- _What you are asked to do_: Would you copy out the following entries exactly, without any of the pictures?

Stored data entries
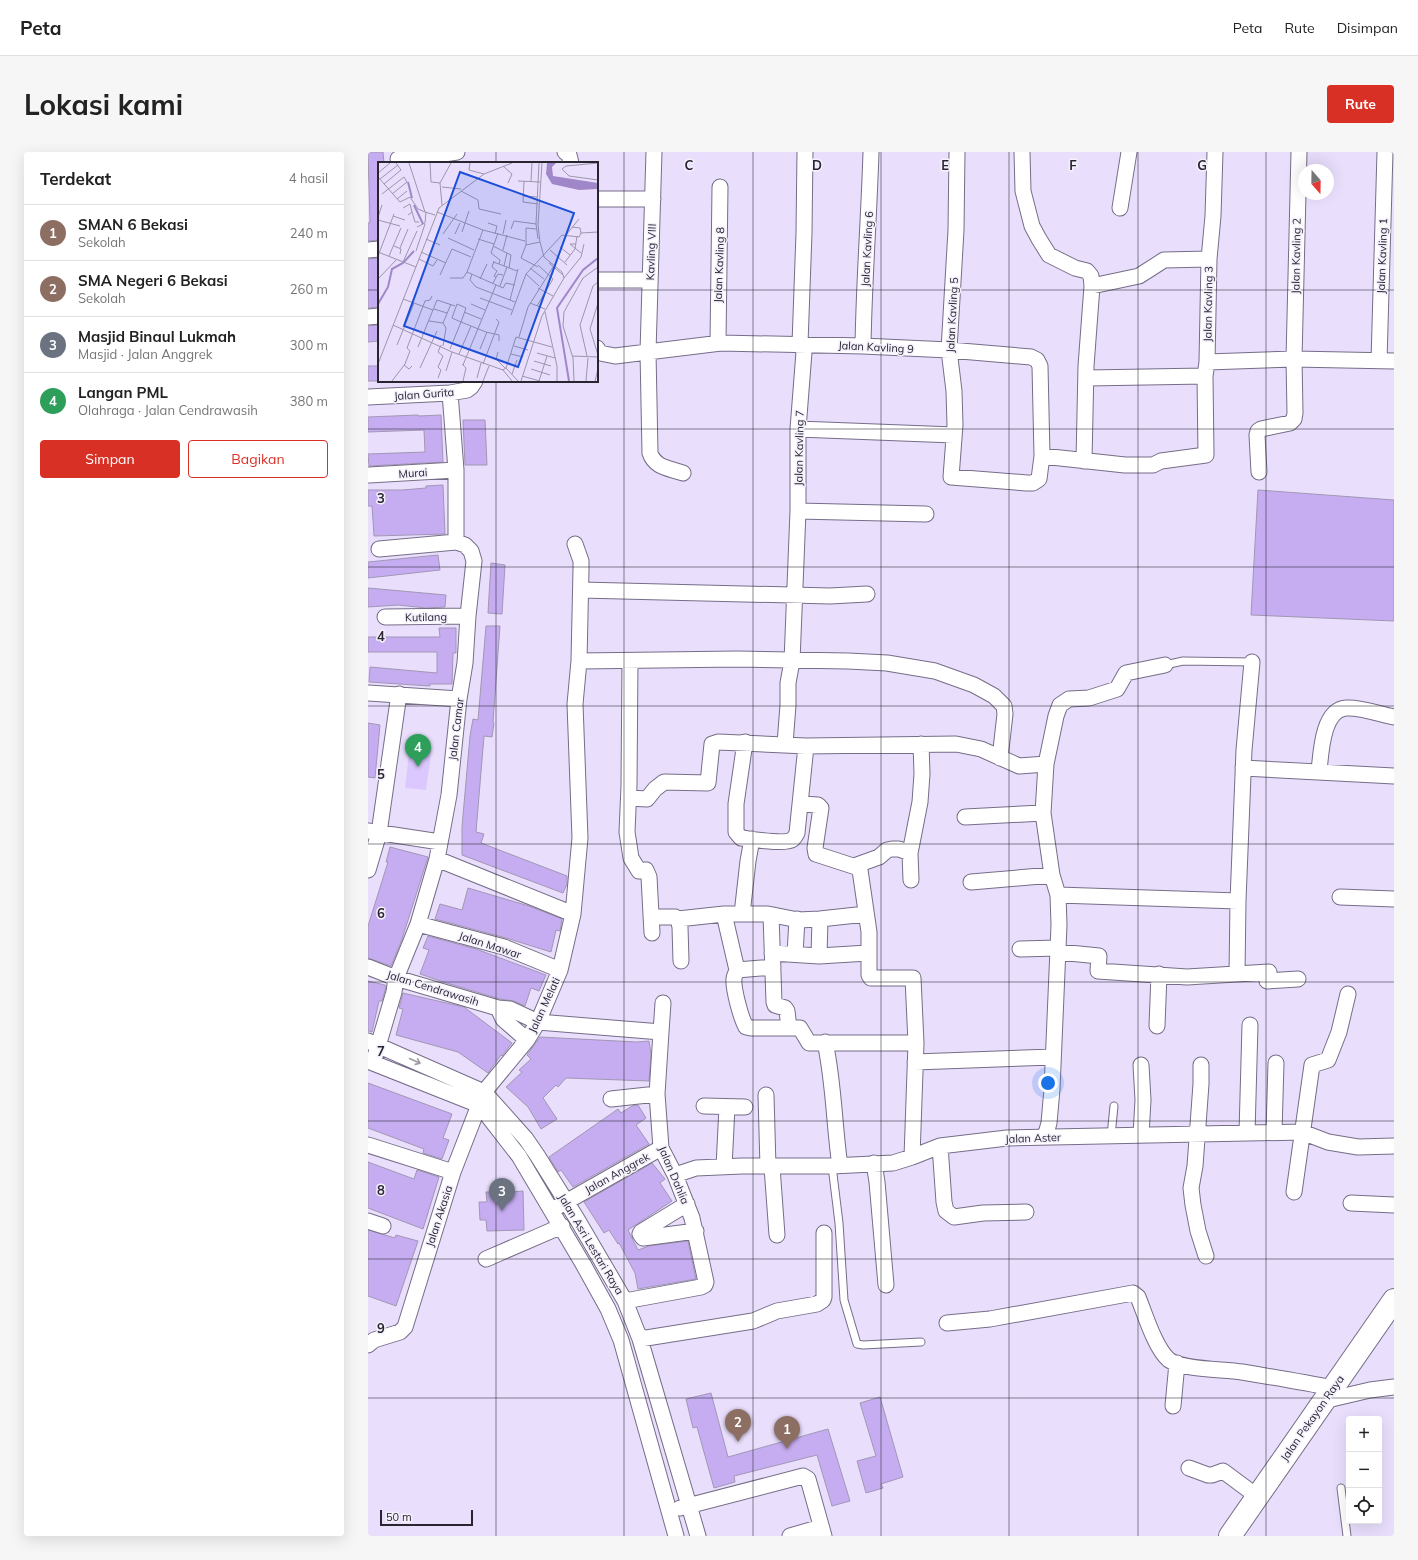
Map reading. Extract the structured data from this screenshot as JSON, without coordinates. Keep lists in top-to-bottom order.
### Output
{
  "streets": {
    "main road": ["Jalan Pekayon Raya"],
    "street": [
      "Jalan Kavling 6",
      "Kavling VIII",
      "Jalan Kavling 2",
      "Jalan Kavling 1",
      "Jalan Kavling 8",
      "Jalan Kavling 3",
      "Jalan Kavling 5",
      "Jalan Kavling 9",
      "Jalan Gurita",
      "Jalan Kavling 7",
      "Murai",
      "Kutilang",
      "Jalan Camar",
      "Jalan Mawar",
      "Jalan Cendrawasih",
      "Jalan Melati",
      "Jalan Aster",
      "Jalan Anggrek",
      "Jalan Dahlia",
      "Jalan Akasia",
      "Jalan Asri Lestari Raya"
    ]
  },
  "crossings": [
    ["Jalan Kavling 6", "Jalan Kavling 9"],
    ["Kavling VIII", "Jalan Kavling 9"],
    ["Jalan Kavling 8", "Jalan Kavling 9"],
    ["Jalan Kavling 5", "Jalan Kavling 9"],
    ["Jalan Kavling 9", "Jalan Kavling 7"],
    ["Kutilang", "Jalan Camar"],
    ["Jalan Camar", "Jalan Mawar"],
    ["Jalan Camar", "Jalan Cendrawasih"],
    ["Jalan Camar", "Jalan Asri Lestari Raya"],
    ["Jalan Mawar", "Jalan Melati"],
    ["Jalan Cendrawasih", "Jalan Melati"],
    ["Jalan Melati", "Jalan Akasia"],
    ["Jalan Melati", "Jalan Asri Lestari Raya"],
    ["Jalan Aster", "Jalan Dahlia"],
    ["Jalan Anggrek", "Jalan Dahlia"],
    ["Jalan Anggrek", "Jalan Asri Lestari Raya"],
    ["Jalan Dahlia", "Jalan Asri Lestari Raya"],
    ["Jalan Akasia", "Jalan Asri Lestari Raya"]
  ],
  "scale_bar": "50 m",
  "north": "bottom",
  "page": {
    "header": "Peta",
    "nav": ["Peta", "Rute", "Disimpan"],
    "buttons": [
      "Rute",
      ["Simpan", "Bagikan"]
    ],
    "title": "Lokasi kami",
    "heading": ["Terdekat", "4 hasil"],
    "list": [
      {
        "mark": "1",
        "name": "SMAN 6 Bekasi",
        "note": "Sekolah",
        "value": "240 m"
      },
      {
        "mark": "2",
        "name": "SMA Negeri 6 Bekasi",
        "note": "Sekolah",
        "value": "260 m"
      },
      {
        "mark": "3",
        "name": "Masjid Binaul Lukmah",
        "note": "Masjid · Jalan Anggrek",
        "value": "300 m"
      },
      {
        "mark": "4",
        "name": "Langan PML",
        "note": "Olahraga · Jalan Cendrawasih",
        "value": "380 m"
      }
    ],
    "pins": [
      "4",
      "3",
      "2",
      "1"
    ],
    "map_buttons": ["+", "−"],
    "scale": "50 m"
  },
  "grid": {
    "columns": [
      "C",
      "D",
      "E",
      "F",
      "G"
    ],
    "rows": [
      "3",
      "4",
      "5",
      "6",
      "7",
      "8",
      "9"
    ]
  }
}
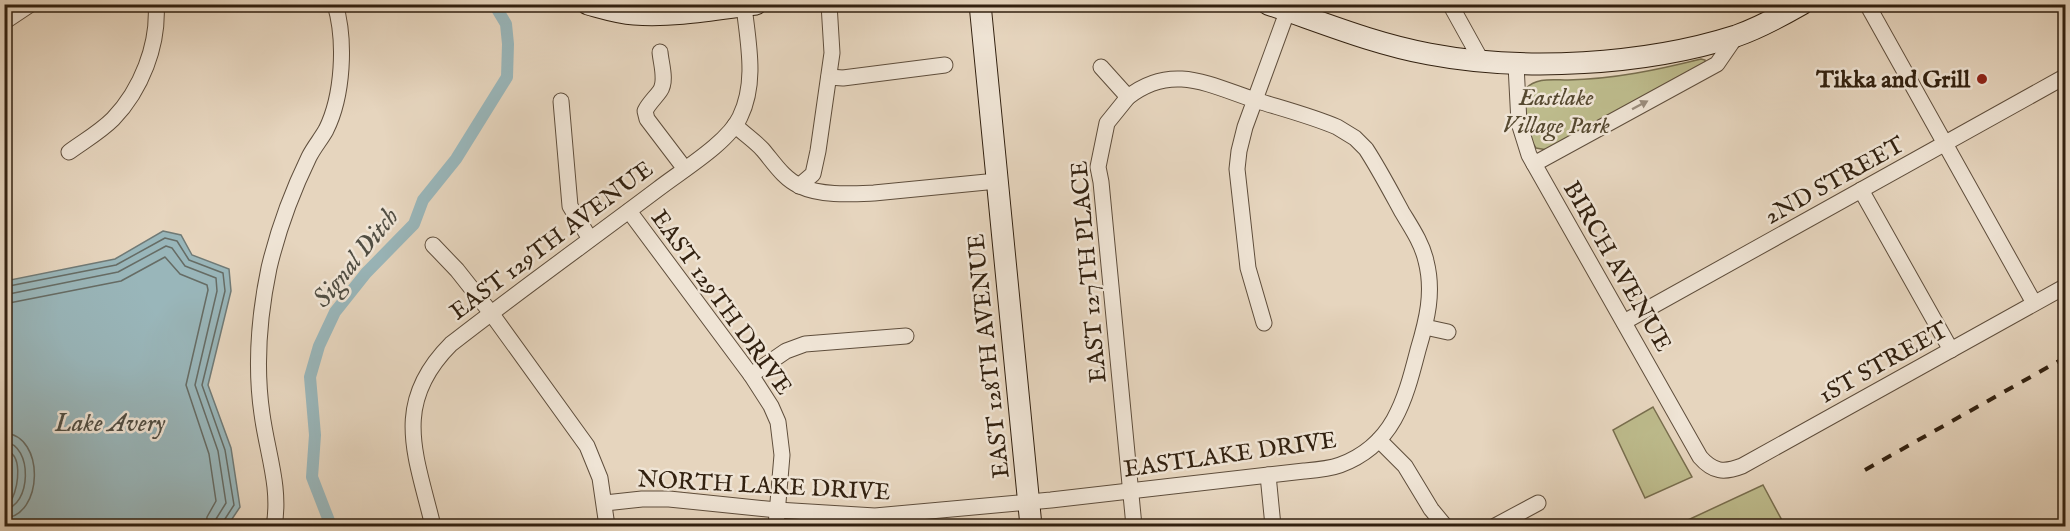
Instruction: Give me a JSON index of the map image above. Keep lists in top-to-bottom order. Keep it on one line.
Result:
{"streets":{"street":["2ND STREET","EAST 129TH AVENUE","BIRCH AVENUE","EAST 127TH PLACE","EAST 129TH DRIVE","EAST 128TH AVENUE","1ST STREET","EASTLAKE DRIVE","NORTH LAKE DRIVE"]},"crossings":[["2ND STREET","BIRCH AVENUE"],["EAST 129TH AVENUE","EAST 129TH DRIVE"],["BIRCH AVENUE","1ST STREET"],["EAST 127TH PLACE","EASTLAKE DRIVE"],["EAST 129TH DRIVE","NORTH LAKE DRIVE"],["EAST 128TH AVENUE","EASTLAKE DRIVE"],["EAST 128TH AVENUE","NORTH LAKE DRIVE"],["EASTLAKE DRIVE","NORTH LAKE DRIVE"]],"water":["Signal Ditch","Lake Avery"],"parks":["Eastlake Village Park"],"places":["Tikka and Grill"]}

- _Answer section_:
Map reading. Extract the structured data from this screenshot as JSON, without coordinates. Keep lists in top-to-bottom order.
### Output
{
  "streets": {
    "main road": ["Jalan Pekayon Raya"],
    "street": [
      "Jalan Kavling 6",
      "Kavling VIII",
      "Jalan Kavling 2",
      "Jalan Kavling 1",
      "Jalan Kavling 8",
      "Jalan Kavling 3",
      "Jalan Kavling 5",
      "Jalan Kavling 9",
      "Jalan Gurita",
      "Jalan Kavling 7",
      "Murai",
      "Kutilang",
      "Jalan Camar",
      "Jalan Mawar",
      "Jalan Cendrawasih",
      "Jalan Melati",
      "Jalan Aster",
      "Jalan Anggrek",
      "Jalan Dahlia",
      "Jalan Akasia",
      "Jalan Asri Lestari Raya"
    ]
  },
  "crossings": [
    ["Jalan Kavling 6", "Jalan Kavling 9"],
    ["Kavling VIII", "Jalan Kavling 9"],
    ["Jalan Kavling 8", "Jalan Kavling 9"],
    ["Jalan Kavling 5", "Jalan Kavling 9"],
    ["Jalan Kavling 9", "Jalan Kavling 7"],
    ["Kutilang", "Jalan Camar"],
    ["Jalan Camar", "Jalan Mawar"],
    ["Jalan Camar", "Jalan Cendrawasih"],
    ["Jalan Camar", "Jalan Asri Lestari Raya"],
    ["Jalan Mawar", "Jalan Melati"],
    ["Jalan Cendrawasih", "Jalan Melati"],
    ["Jalan Melati", "Jalan Akasia"],
    ["Jalan Melati", "Jalan Asri Lestari Raya"],
    ["Jalan Aster", "Jalan Dahlia"],
    ["Jalan Anggrek", "Jalan Dahlia"],
    ["Jalan Anggrek", "Jalan Asri Lestari Raya"],
    ["Jalan Dahlia", "Jalan Asri Lestari Raya"],
    ["Jalan Akasia", "Jalan Asri Lestari Raya"]
  ],
  "scale_bar": "50 m",
  "north": "bottom",
  "page": {
    "header": "Peta",
    "nav": ["Peta", "Rute", "Disimpan"],
    "buttons": [
      "Rute",
      ["Simpan", "Bagikan"]
    ],
    "title": "Lokasi kami",
    "heading": ["Terdekat", "4 hasil"],
    "list": [
      {
        "mark": "1",
        "name": "SMAN 6 Bekasi",
        "note": "Sekolah",
        "value": "240 m"
      },
      {
        "mark": "2",
        "name": "SMA Negeri 6 Bekasi",
        "note": "Sekolah",
        "value": "260 m"
      },
      {
        "mark": "3",
        "name": "Masjid Binaul Lukmah",
        "note": "Masjid · Jalan Anggrek",
        "value": "300 m"
      },
      {
        "mark": "4",
        "name": "Langan PML",
        "note": "Olahraga · Jalan Cendrawasih",
        "value": "380 m"
      }
    ],
    "pins": [
      "4",
      "3",
      "2",
      "1"
    ],
    "map_buttons": ["+", "−"],
    "scale": "50 m"
  },
  "grid": {
    "columns": [
      "C",
      "D",
      "E",
      "F",
      "G"
    ],
    "rows": [
      "3",
      "4",
      "5",
      "6",
      "7",
      "8",
      "9"
    ]
  }
}
Instruction: Give me a JSON index of the map image above. Keep lists in top-to-bottom order. Keep it on one line.
Result:
{"streets":{"street":["2ND STREET","EAST 129TH AVENUE","BIRCH AVENUE","EAST 127TH PLACE","EAST 129TH DRIVE","EAST 128TH AVENUE","1ST STREET","EASTLAKE DRIVE","NORTH LAKE DRIVE"]},"crossings":[["2ND STREET","BIRCH AVENUE"],["EAST 129TH AVENUE","EAST 129TH DRIVE"],["BIRCH AVENUE","1ST STREET"],["EAST 127TH PLACE","EASTLAKE DRIVE"],["EAST 129TH DRIVE","NORTH LAKE DRIVE"],["EAST 128TH AVENUE","EASTLAKE DRIVE"],["EAST 128TH AVENUE","NORTH LAKE DRIVE"],["EASTLAKE DRIVE","NORTH LAKE DRIVE"]],"water":["Signal Ditch","Lake Avery"],"parks":["Eastlake Village Park"],"places":["Tikka and Grill"]}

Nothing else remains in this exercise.